Capital assets in libraries are of three basic types: buildings, collections, and equipment. Expenditures for the most costly of these assets, buildings, are typically not a part of library budgets and therefore are not generally considered by librarians in their discussions of library costs. This paper will not attempt to discuss capital costs for library buildings in any depth except to cite several relevant studies. In the late 1980s Cooper estimated the construction cost per volume housed in an on-campus open-stack library to range from $4.33 for compact shelving to $15.84 for traditional open stacks; he calculated the construction cost per volume of a remote regional storage facility to be $2.78. Bowen uses Cooper's construction costs, adjusted for inflation, and Malcolm Getz's life cycle estimates to calculate an annual storage cost of $3.07 per volume. Lemberg's research substantiates Bowen's premises regarding the capital cost that might be avoided through digitization of high-use materials. He demonstrates that, even considering the capital costs of technology necessary to realize a digital document access system, research libraries as a system could accrue substantial savings over time if documents are stored and delivered electronically rather than in print form.
Extrapolating from Bowen's estimate of an annual storage cost of $3.07 per volume, a research library subscribing to 50,000 journal titles per year, each of which constitutes one volume, accrues $153,000 in new storage costs each year.
Over 10 years the cumulative cost to house the volumes received through the 50,000 subscriptions would exceed $8 million.

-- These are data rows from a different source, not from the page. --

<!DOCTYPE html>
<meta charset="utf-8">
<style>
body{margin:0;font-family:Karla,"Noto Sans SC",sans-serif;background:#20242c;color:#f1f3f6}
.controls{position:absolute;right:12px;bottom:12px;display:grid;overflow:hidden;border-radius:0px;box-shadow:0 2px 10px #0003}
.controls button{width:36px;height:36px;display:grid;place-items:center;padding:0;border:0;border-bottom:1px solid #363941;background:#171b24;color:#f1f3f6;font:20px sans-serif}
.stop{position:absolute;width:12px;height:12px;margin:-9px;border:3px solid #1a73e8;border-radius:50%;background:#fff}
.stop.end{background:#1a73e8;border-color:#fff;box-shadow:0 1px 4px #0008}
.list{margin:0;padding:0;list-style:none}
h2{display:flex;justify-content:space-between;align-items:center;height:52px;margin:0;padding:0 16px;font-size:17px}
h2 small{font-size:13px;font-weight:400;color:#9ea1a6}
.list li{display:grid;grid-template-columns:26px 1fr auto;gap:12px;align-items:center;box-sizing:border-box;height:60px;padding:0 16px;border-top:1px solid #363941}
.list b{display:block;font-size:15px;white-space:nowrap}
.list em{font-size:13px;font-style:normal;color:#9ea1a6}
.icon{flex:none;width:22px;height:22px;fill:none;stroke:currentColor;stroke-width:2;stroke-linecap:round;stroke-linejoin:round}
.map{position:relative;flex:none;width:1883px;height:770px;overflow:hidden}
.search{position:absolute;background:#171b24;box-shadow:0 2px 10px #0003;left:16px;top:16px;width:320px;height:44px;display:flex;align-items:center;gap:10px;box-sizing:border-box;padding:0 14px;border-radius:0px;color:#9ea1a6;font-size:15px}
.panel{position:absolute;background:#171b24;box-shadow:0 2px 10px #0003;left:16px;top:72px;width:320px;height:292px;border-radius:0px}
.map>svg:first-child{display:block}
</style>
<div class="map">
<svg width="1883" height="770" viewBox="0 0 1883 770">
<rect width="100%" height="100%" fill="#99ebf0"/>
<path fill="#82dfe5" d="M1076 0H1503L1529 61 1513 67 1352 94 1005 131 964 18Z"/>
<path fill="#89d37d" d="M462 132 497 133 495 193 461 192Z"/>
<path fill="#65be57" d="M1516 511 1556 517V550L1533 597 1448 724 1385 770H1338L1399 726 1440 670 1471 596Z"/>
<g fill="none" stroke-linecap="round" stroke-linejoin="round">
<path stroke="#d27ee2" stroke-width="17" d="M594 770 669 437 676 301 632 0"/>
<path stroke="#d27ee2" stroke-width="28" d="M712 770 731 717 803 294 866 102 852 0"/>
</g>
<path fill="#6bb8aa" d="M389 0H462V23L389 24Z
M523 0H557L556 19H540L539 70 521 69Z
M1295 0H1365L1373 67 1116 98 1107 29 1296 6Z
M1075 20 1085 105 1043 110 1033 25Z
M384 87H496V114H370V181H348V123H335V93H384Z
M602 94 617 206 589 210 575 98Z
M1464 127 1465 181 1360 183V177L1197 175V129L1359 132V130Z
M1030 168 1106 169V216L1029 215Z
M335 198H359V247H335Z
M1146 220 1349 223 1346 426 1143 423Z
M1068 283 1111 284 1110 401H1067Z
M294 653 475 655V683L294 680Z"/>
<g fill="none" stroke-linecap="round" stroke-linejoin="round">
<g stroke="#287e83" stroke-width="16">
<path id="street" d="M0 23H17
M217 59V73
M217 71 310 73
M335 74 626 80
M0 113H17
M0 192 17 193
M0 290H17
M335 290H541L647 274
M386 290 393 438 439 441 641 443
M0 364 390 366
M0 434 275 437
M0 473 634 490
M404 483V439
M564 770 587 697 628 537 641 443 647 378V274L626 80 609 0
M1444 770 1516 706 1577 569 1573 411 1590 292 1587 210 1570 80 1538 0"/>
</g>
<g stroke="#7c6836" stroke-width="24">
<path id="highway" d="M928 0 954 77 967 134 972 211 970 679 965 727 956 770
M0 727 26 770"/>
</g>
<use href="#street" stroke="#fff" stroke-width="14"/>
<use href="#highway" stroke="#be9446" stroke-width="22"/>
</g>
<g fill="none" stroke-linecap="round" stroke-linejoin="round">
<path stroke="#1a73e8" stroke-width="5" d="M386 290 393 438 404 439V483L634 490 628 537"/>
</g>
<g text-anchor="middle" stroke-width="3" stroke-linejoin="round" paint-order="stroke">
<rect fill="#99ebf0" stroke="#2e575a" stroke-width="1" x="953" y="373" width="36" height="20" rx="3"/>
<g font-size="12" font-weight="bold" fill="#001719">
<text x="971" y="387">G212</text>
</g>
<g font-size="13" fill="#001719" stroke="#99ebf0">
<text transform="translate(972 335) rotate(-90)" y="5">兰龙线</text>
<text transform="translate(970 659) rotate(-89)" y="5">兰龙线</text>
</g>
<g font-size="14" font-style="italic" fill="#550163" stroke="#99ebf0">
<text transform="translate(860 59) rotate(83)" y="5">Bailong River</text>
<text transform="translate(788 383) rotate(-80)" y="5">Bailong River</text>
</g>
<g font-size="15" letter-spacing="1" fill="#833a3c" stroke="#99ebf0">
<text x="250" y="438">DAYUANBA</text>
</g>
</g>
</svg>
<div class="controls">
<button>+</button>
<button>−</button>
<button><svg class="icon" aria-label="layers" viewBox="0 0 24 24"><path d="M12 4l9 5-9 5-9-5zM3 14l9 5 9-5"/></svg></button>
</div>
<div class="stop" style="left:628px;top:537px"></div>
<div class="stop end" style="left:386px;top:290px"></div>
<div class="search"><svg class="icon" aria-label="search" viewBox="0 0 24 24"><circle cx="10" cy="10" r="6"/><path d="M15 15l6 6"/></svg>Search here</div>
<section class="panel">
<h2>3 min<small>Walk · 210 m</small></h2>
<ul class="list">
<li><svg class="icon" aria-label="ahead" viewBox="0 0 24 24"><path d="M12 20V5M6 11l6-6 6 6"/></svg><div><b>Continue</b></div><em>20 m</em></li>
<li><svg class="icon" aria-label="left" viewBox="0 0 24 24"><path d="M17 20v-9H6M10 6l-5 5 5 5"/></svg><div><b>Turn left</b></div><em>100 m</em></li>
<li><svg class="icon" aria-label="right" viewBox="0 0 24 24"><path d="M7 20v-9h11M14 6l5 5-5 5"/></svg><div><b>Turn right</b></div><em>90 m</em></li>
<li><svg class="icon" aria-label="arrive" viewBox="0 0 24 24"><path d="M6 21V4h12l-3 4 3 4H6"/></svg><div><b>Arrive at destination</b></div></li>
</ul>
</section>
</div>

The growing dependence on information technologies to deliver scholarly information requires that universities make new investments in capital equipment and allocate recurring operations resources to the maintenance of that equipment and the network infrastructure. Although universities have invested heavily in network technologies, the true costs are still inadequately understood, and it is clear that increasing dependence on digital, rather than print, scholarly information will require that reliable funding for technology be developed. While capital costs for print libraries entail buildings, whose construction costs fall within known ranges and whose life cycle is long, and collections, the long-term costs of which can be rather reliably estimated, capital costs for the digital library are distributed across the campus and indeed the world. As yet, there is no clear formula to indicate how much initial capital investment in technology might be required to deliver a given number of digital documents to a given size academic community. Moreover, the life cycle for capital assets relating to delivery of digital library content is typically very short, perhaps shorter than five years. Thus funding allocations must be made frequently and regularly to ensure continued access to digital information. The Berkeley library, for example, estimates that annual equipment replacement costs for the existing installed base of equipment would be approximately $650,000, assuming a five-year life cycle. But the library has never had an explicit budget to support that expense, so investments in computer equipment, networking, and equipment replacement have been made through periodic redirection of the operating budget. Similar technology funding and renewal problems exist across the campus. Berkeley's situation is not unusual, and further work needs to be done to understand more fully the capital cost differentials between the physical plant investments required for print collections and the network investments required to make digital information available to the campus community.M
It is possible that if libraries and their parent institutions, universities, could avoid some of the capital and operations costs associated with print-based dissemination of scholarly publications, these resources could be reallocated to capital investments in technology, provision of additional information resources available to the academic community, service improvements within libraries, and restoration of control of the system of scholarly publishing to universities and scholarly societies rather than the commercial sector.